Rendezvous — PyTorch 2.7 documentation (original) (raw)
In the context of Torch Distributed Elastic we use the term rendezvous to refer to a particular functionality that combines a distributed synchronization primitive with peer discovery.
It is used by Torch Distributed Elastic to gather participants of a training job (i.e. nodes) such that they all agree on the same list of participants and everyone’s roles, as well as make a consistent collective decision on when training can begin/resume.
Torch Distributed Elastic rendezvous provides the following critical functionalities:
Barrier:
Nodes performing rendezvous will all block until the rendezvous is considered complete - this happens when at least min
total number of nodes have joined the rendezvous barrier (for the same job). This also implies the barrier is not necessarily of fixed size.
There’s an additional small waiting time after reaching min
number of nodes - this is used to ensure the rendezvous is not completed “too quickly” (which could potentially exclude additional nodes attempting to join at approximately the same time).
If max
number of nodes is gathered at the barrier, the rendezvous is completed immediately.
There’s also an overall timeout which causes the rendezvous to fail if min
number of nodes is never reached - this is meant to be a simple fail-safe to help release partially allocated job resources, in case there’s a problem with the resource manager, and is meant to be interpreted as non-retryable.
Exclusivity:
A simple distributed barrier would not be sufficient, as we also need to ensure that only one group of nodes exists at any given time (for a given job). In other words, new nodes (i.e. joining late) should not be able to form a parallel independent group of workers for the same job.
Torch Distributed Elastic rendezvous ensures that if a group of nodes has already completed a rendezvous (and hence might already be training), then additional “late” nodes attempting to rendezvous will only announce themselves as waiting, and will have to wait until the (previously completed) existing rendezvous is destroyed first.
Consistency:
When a rendezvous is completed, all its members will agree on the job membership and everyone’s role in it. This role is represented using an integer, called rank, that is between between 0 and world size.
Note that ranks are not stable, in the sense that the same node can be assigned a different rank in the next (re-)rendezvous.
Fault-tolerance:
Torch Distributed Elastic rendezvous is designed to tolerate node failures during the rendezvous process. Should a process crash (or lose network connectivity, etc), between joining the rendezvous and it being completed, then a re-rendezvous with remaining healthy nodes will happen automatically.
A node can also fail after it has completed (or has been observered by other nodes to have completed) the rendezvous - this scenario will be handled by the Torch Distributed Elastic train_loop
instead (where it will also trigger a re-rendezvous).
Shared key-value store:
When the rendezvous is completed, a shared key-value store is created and returned. This store implements a torch.distributed.Store
API (seedistributed communication docs).
This store is only shared by the members of the completed rendezvous. It is intended to be used by Torch Distributed Elastic to exchange information necessary to initialize job control and data-planes.

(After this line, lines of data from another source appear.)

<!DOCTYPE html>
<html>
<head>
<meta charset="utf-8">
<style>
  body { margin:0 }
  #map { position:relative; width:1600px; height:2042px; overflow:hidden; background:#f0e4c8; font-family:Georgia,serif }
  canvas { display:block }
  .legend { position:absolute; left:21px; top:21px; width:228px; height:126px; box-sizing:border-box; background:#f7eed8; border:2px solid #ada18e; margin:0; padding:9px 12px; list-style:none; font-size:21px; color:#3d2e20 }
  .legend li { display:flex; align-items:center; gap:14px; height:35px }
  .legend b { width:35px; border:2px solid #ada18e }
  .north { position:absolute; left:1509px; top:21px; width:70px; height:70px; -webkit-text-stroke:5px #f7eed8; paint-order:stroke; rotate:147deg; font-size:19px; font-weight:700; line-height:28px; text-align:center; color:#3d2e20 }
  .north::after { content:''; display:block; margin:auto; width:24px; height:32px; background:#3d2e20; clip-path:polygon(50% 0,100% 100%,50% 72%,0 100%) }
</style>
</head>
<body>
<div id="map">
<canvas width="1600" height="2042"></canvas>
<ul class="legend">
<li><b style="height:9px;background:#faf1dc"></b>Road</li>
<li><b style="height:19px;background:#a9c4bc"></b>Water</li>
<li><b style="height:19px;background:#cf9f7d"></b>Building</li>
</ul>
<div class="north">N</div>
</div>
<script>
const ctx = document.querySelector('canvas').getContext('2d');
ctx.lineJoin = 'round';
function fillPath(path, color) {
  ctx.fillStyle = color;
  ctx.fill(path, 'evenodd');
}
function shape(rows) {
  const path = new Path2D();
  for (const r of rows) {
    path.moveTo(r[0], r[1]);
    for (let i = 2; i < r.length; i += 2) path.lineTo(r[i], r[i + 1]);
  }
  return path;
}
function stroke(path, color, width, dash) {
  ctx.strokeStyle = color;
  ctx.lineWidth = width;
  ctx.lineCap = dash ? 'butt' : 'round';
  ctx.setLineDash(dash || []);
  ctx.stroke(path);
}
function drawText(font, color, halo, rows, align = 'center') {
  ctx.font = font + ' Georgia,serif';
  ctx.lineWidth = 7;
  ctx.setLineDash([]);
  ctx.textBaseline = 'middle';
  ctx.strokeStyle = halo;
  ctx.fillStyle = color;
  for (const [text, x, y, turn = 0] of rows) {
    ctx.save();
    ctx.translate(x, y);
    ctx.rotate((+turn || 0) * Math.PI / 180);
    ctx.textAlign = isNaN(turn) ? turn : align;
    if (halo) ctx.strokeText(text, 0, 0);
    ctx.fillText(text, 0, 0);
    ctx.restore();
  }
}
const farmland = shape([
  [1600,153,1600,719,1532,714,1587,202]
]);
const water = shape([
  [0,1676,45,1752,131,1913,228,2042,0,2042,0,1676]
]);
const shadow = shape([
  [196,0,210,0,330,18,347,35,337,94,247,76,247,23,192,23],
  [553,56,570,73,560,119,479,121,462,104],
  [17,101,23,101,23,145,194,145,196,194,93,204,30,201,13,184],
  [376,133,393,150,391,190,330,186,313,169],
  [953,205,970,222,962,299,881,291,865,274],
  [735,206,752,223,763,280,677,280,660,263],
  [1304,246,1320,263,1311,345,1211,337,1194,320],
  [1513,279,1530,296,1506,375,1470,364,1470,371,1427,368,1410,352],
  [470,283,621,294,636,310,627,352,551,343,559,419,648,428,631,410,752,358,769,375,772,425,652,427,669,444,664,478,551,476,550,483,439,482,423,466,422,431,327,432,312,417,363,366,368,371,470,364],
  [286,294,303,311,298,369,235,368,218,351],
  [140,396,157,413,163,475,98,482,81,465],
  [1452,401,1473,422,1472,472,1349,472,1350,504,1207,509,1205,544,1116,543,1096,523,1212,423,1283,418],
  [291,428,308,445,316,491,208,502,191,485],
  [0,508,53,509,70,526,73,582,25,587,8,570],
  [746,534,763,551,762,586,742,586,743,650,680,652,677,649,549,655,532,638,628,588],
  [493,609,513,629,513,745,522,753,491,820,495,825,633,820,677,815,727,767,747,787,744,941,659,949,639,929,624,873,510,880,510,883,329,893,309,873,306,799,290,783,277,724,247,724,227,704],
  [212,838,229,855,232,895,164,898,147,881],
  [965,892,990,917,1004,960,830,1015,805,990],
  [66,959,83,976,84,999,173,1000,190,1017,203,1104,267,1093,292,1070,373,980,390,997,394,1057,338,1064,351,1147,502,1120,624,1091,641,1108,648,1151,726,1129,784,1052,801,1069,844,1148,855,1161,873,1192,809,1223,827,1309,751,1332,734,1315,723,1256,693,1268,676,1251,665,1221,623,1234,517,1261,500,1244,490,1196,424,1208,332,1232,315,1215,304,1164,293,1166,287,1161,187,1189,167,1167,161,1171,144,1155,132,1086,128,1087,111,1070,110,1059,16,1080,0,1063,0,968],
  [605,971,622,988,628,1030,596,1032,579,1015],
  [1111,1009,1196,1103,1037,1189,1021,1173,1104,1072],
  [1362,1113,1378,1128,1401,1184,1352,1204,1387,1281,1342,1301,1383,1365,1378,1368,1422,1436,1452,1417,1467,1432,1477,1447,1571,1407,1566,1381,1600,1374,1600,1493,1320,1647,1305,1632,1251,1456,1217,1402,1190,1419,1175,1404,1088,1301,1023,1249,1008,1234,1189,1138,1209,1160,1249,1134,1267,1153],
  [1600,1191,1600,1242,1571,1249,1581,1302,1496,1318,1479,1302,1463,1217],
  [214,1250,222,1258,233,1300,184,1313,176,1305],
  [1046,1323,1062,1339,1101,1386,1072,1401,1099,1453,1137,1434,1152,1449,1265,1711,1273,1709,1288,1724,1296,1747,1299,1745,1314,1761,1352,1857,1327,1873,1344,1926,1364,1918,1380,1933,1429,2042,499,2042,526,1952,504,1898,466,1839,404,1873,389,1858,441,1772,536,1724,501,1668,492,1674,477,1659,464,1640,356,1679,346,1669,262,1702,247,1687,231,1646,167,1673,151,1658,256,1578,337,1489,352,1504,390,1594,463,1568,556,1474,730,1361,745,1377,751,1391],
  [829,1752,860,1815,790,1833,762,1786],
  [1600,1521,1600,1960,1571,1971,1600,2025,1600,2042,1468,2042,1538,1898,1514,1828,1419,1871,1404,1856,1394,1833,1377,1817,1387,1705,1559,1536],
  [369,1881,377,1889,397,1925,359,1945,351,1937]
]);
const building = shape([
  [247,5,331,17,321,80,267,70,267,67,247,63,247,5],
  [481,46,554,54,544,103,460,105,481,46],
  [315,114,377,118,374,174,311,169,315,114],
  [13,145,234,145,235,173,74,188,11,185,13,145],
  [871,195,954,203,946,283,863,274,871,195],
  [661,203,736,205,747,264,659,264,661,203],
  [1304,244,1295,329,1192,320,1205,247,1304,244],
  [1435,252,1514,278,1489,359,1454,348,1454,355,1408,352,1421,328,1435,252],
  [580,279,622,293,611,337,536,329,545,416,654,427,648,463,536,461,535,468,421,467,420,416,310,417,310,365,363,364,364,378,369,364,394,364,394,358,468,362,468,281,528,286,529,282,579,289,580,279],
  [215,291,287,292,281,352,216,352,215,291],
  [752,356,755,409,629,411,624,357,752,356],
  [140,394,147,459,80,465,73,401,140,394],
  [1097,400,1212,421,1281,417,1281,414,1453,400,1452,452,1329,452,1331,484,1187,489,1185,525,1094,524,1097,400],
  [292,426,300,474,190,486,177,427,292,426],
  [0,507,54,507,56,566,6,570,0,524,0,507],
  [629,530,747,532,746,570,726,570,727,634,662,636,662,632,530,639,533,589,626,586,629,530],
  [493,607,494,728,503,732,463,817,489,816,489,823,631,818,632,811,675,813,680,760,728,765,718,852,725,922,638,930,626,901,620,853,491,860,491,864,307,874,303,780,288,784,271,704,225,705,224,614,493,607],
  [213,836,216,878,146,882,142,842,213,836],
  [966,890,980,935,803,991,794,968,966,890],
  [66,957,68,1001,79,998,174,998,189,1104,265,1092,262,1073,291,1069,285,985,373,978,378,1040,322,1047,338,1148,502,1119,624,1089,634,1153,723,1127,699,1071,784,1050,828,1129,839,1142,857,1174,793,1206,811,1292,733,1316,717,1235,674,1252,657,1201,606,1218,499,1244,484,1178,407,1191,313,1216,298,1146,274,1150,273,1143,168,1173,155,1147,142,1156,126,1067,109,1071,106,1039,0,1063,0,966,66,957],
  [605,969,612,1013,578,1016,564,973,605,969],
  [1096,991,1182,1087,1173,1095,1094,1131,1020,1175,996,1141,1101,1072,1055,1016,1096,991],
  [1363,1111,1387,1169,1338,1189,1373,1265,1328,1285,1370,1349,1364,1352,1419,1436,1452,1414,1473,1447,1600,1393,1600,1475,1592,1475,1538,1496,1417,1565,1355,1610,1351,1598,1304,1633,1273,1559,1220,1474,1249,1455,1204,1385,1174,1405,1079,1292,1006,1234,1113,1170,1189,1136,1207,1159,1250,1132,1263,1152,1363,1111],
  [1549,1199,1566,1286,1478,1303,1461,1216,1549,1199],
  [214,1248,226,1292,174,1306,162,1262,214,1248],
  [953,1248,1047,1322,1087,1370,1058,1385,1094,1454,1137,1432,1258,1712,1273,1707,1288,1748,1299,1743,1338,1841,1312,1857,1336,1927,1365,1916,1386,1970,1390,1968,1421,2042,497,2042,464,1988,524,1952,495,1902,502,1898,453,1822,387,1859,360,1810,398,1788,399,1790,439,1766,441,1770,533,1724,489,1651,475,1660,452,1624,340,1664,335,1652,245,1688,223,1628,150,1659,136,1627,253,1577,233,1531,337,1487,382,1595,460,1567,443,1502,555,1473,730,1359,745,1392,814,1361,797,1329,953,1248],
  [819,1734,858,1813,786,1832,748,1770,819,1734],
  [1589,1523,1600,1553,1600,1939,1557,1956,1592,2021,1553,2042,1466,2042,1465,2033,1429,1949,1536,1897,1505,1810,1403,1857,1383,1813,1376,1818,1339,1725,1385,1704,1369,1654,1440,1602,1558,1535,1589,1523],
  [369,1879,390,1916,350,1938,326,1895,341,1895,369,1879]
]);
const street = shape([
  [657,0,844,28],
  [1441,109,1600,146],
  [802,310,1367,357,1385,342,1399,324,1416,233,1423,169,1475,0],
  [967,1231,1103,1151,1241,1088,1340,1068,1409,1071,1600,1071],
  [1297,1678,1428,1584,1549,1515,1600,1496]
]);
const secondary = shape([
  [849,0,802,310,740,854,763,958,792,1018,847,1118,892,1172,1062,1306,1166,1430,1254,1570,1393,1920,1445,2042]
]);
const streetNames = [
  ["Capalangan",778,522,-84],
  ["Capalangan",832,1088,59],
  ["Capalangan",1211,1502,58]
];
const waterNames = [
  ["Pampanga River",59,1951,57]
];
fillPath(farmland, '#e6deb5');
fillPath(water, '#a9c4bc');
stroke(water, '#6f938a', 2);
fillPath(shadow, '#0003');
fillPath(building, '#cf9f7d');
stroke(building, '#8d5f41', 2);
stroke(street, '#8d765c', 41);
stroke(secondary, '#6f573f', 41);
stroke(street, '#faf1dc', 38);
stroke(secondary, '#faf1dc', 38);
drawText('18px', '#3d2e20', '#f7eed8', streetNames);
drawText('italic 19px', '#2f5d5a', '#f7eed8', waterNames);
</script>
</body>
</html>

Waiting workers and rendezvous closing:
Torch Distributed Elastic rendezvous handler object provides additional functionalities, which are technically not part of the rendezvous process:
- Querying how many workers arrived late at the barrier, who can participate in_next_ rendezvous.
- Setting the rendezvous closed to signal all nodes not to participate in next rendezvous.
DynamicRendezvousHandler:
Torch Distributed Elastic comes with the DynamicRendezvousHandlerclass that implements the rendezvous mechanism described above. It is a backend- agnostic type that expects a particular RendezvousBackend instance to be specified during construction.
Torch distributed users can either implement their own backend type or use one of the following implementations that come with PyTorch:
- C10dRendezvousBackend: Uses a C10d store (by default
TCPStore
) as the rendezvous backend. The main advantage of using a C10d store is that it requires no 3rd-party dependency (such as etcd) to establish a rendezvous. - EtcdRendezvousBackend: Supersedes the legacyEtcdRendezvousHandler class. Passing anEtcdRendezvousBackend instance toDynamicRendezvousHandler is functionally equivalent to instantiating an EtcdRendezvousHandler.
store = TCPStore("localhost")
backend = C10dRendezvousBackend(store, "my_run_id")
rdzv_handler = DynamicRendezvousHandler.from_backend(
run_id="my_run_id", store=store, backend=backend, min_nodes=2, max_nodes=4
)
Below is a state diagram describing how rendezvous works.
Registry¶
class torch.distributed.elastic.rendezvous.RendezvousParameters(backend, endpoint, run_id, min_nodes, max_nodes, local_addr=None, **kwargs)[source][source]¶
Hold the parameters to construct a RendezvousHandler.
Parameters
- backend (str) – The name of the backend to use to handle the rendezvous.
- endpoint (str) – The endpoint of the rendezvous, usually in form [:].
- run_id (str) – The id of the rendezvous.
- min_nodes (int) – The minimum number of nodes to admit to the rendezvous.
- max_nodes (int) – The maximum number of nodes to admit to the rendezvous.
- local_addr (Optional_[_str]) – The address of the local node.
- **kwargs – Additional parameters for the specified backend.
get(key, default=None)[source][source]¶
Return the value for key
if key
exists, else default
.
Return type
get_as_bool(key, default=None)[source][source]¶
Return the value for key
as a bool
.
Return type
get_as_int(key, default=None)[source][source]¶
Return the value for key
as an int
.
Return type
class torch.distributed.elastic.rendezvous.RendezvousHandlerRegistry[source][source]¶
Represent a registry of RendezvousHandler backends.
Handler¶
class torch.distributed.elastic.rendezvous.RendezvousHandler[source][source]¶
Main rendezvous interface.
Note
Distributed Torch users normally do not need to implement their ownRendezvousHandler
. An implementation based on C10d Store is already provided, and is recommended for most users.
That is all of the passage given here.